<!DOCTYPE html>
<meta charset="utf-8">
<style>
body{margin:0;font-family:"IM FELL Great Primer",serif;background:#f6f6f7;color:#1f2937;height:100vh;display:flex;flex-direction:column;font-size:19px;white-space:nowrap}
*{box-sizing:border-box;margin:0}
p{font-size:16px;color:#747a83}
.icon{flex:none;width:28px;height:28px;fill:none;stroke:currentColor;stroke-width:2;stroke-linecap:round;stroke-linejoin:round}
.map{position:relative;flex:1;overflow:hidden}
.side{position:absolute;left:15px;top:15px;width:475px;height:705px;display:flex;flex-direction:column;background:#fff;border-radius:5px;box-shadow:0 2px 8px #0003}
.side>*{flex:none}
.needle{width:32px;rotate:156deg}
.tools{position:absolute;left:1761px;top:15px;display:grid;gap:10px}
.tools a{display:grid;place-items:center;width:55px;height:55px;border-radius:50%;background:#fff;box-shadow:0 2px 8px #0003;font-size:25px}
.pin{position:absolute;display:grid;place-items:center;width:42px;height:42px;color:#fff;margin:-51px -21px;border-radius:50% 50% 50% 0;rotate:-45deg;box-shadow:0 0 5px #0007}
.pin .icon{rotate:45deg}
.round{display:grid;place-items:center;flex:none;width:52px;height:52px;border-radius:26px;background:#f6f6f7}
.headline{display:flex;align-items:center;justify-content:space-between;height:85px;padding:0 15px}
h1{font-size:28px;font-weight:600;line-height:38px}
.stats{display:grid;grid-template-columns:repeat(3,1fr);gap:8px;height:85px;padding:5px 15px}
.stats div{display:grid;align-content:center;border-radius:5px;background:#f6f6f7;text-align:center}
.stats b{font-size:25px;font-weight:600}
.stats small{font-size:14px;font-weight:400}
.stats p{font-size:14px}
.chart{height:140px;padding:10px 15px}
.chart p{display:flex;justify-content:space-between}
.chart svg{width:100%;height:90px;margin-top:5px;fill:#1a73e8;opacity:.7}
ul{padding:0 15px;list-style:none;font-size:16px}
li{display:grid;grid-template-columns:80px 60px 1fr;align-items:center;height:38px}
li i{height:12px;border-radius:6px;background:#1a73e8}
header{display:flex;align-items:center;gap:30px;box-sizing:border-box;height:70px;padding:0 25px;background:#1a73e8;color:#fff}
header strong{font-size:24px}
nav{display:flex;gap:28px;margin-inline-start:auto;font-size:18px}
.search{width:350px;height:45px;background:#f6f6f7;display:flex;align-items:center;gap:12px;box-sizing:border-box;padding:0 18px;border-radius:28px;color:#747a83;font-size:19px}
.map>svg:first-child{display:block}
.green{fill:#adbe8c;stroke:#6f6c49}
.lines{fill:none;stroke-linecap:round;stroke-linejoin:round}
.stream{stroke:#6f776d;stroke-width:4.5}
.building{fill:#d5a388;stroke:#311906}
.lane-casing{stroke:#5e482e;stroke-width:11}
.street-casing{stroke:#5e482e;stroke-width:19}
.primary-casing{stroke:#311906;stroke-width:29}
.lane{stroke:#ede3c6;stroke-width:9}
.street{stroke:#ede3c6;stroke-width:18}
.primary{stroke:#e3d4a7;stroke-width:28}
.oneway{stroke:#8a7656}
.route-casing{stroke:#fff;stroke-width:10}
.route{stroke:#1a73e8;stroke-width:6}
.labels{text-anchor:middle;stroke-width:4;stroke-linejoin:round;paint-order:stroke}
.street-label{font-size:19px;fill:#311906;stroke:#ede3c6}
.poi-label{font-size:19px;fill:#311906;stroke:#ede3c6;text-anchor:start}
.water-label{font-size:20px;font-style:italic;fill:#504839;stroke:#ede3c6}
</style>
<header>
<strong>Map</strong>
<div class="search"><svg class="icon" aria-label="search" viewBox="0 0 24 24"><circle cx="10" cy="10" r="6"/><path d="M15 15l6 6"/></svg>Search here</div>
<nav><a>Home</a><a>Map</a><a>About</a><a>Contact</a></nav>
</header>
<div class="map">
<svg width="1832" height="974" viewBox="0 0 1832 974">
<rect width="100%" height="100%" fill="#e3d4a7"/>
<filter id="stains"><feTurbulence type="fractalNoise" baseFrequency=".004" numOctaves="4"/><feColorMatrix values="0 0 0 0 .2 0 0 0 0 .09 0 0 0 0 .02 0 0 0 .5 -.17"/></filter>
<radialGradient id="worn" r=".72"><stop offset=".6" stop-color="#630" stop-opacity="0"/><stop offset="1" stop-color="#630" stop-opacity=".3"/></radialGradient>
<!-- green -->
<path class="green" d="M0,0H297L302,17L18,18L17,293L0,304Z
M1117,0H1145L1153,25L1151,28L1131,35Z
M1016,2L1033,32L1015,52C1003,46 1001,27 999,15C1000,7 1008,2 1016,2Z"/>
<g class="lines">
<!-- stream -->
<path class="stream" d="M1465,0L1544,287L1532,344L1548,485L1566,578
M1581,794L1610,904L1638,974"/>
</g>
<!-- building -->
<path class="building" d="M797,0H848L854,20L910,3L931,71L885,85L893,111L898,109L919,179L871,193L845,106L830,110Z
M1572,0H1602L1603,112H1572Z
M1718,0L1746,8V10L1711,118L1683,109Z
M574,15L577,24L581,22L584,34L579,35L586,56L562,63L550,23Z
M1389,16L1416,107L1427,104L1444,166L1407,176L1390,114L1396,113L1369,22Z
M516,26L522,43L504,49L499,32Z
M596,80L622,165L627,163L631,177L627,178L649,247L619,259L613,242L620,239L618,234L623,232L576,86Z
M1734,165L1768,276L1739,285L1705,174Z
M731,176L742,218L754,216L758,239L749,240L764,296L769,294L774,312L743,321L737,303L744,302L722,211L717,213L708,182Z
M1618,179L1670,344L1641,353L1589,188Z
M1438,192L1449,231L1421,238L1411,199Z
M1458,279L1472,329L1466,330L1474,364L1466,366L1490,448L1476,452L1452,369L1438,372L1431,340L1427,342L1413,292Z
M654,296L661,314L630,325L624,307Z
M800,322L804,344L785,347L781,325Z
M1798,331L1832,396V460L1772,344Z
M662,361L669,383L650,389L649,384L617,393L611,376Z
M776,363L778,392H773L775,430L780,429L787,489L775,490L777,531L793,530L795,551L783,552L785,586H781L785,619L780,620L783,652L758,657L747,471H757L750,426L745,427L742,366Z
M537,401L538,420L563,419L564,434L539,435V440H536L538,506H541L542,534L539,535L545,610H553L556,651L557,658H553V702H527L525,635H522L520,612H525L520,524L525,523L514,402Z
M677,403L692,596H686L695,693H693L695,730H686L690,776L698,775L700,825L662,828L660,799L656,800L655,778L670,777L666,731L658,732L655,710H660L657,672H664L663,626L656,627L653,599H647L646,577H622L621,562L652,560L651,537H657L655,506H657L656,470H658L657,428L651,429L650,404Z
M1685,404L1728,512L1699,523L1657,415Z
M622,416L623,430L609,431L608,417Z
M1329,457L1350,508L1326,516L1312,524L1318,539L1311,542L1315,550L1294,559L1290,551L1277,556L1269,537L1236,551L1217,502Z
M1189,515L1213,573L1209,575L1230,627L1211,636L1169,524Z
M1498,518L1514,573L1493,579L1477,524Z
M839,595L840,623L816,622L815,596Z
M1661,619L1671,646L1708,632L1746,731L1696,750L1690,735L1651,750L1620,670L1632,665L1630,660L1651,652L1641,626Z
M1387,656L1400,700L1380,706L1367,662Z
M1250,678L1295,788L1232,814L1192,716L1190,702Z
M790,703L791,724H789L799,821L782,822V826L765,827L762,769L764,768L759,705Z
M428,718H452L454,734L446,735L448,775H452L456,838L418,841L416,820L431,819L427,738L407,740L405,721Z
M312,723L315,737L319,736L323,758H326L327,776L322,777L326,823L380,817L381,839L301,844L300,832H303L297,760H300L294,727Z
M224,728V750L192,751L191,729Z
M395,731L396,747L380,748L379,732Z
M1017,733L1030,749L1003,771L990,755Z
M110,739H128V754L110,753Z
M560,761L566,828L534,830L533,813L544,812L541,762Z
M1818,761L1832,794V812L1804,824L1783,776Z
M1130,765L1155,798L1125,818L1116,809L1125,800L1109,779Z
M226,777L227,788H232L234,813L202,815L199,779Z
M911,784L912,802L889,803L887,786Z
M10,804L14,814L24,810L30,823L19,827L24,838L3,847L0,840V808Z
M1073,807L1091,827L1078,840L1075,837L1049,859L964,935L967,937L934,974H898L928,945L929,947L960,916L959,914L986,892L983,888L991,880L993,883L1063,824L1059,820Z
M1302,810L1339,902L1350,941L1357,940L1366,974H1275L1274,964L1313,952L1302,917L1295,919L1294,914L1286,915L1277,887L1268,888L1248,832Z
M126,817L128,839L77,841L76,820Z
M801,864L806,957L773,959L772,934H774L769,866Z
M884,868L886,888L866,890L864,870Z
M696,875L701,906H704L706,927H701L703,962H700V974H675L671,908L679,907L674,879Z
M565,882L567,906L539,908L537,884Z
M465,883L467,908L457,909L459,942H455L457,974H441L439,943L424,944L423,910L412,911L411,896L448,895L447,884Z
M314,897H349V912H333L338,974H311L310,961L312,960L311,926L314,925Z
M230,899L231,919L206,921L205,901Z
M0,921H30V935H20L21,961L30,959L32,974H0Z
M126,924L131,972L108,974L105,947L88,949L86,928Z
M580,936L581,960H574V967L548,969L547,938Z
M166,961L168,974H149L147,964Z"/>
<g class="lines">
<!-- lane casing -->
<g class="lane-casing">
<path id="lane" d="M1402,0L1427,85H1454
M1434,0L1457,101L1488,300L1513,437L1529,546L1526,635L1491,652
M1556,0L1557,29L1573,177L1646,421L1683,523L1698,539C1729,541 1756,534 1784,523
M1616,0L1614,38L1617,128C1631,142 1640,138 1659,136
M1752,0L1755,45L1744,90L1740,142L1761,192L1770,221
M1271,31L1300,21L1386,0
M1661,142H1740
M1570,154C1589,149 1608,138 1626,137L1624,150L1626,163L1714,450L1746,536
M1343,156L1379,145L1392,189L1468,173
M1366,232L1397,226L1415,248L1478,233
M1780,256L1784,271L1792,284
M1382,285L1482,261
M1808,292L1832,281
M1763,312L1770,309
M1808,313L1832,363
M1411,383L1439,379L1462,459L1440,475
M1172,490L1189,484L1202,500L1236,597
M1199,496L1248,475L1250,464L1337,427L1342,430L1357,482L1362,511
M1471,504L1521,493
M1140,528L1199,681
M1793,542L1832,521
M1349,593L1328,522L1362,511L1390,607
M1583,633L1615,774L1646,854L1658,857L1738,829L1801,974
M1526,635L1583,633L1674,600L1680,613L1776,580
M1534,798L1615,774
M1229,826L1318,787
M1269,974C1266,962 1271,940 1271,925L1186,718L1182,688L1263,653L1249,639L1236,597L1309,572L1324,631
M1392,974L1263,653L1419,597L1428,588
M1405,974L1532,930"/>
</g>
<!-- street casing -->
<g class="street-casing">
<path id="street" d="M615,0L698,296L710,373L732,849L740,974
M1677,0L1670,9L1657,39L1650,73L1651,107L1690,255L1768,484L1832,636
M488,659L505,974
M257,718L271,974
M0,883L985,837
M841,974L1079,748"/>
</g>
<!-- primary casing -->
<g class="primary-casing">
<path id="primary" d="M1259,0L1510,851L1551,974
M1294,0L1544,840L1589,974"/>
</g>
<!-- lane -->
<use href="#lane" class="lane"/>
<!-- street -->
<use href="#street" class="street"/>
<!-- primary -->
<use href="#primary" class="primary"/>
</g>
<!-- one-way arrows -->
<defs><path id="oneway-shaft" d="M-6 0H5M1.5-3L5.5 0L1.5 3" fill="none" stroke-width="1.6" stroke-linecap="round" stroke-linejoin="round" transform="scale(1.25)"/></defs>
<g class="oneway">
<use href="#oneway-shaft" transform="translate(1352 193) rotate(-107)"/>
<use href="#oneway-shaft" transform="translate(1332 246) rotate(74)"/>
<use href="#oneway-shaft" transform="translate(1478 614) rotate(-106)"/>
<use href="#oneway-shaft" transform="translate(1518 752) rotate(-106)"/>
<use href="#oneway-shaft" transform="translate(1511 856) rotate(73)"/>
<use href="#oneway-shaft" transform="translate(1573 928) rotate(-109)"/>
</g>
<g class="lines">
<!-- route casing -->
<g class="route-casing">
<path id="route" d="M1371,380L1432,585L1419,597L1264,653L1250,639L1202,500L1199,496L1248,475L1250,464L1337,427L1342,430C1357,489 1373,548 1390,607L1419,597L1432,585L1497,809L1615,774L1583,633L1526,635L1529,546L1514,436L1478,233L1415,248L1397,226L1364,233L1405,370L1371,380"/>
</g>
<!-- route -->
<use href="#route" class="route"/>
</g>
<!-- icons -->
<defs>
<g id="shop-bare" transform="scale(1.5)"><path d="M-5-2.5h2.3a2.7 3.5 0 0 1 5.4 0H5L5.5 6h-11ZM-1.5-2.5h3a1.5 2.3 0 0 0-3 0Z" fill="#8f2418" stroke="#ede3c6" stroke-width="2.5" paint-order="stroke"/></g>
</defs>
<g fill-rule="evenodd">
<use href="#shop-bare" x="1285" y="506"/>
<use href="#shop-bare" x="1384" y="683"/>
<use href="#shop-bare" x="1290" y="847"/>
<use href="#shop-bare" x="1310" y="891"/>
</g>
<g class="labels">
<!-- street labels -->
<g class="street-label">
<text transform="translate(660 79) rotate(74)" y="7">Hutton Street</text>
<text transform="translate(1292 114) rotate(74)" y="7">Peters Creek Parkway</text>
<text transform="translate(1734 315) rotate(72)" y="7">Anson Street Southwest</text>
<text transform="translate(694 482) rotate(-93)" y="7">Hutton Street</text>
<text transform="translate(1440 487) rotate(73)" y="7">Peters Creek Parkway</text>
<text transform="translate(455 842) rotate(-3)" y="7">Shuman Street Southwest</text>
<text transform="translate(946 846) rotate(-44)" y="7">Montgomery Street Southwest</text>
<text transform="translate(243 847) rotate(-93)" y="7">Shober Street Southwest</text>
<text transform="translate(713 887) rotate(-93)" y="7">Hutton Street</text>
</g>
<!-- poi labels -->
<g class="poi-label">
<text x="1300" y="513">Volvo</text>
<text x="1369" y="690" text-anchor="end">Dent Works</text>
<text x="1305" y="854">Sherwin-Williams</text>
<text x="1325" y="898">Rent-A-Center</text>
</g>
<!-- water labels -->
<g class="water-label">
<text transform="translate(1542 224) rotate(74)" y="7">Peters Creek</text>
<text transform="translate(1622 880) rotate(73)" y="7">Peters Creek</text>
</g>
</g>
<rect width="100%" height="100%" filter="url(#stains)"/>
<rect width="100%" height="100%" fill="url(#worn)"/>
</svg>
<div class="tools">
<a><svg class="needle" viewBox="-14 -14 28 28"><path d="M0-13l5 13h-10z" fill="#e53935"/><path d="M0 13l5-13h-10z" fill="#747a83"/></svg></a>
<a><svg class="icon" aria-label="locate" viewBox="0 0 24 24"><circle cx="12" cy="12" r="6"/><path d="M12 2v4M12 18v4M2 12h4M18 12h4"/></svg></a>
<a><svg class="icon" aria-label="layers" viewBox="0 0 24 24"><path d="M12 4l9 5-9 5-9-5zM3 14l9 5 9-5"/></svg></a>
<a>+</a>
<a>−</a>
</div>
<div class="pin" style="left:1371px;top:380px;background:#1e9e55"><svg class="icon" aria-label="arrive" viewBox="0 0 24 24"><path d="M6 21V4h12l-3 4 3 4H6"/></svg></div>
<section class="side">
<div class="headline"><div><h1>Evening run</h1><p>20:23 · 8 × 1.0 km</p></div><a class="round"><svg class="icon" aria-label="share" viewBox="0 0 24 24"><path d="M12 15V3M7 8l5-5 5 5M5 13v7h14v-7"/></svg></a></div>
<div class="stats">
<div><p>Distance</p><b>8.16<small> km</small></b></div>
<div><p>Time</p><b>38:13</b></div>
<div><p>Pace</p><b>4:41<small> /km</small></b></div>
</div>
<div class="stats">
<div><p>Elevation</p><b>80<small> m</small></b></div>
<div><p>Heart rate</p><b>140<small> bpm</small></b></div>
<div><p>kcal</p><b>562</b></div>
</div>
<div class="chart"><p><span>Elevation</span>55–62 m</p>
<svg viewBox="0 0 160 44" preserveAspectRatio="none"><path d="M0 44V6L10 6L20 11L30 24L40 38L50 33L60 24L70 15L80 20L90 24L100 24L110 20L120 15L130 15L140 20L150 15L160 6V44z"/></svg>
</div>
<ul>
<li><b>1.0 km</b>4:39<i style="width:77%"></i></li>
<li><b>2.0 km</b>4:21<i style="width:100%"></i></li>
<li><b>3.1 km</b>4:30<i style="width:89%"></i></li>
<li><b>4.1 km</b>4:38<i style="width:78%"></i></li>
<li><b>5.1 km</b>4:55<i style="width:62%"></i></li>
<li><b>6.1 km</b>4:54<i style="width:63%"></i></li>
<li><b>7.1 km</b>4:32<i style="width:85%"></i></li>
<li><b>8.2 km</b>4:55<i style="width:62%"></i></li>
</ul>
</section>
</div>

PROBLEM DETAILS
Provide only the count of lines in the data above that include the string "search".

RESULT OF THIS TASK
2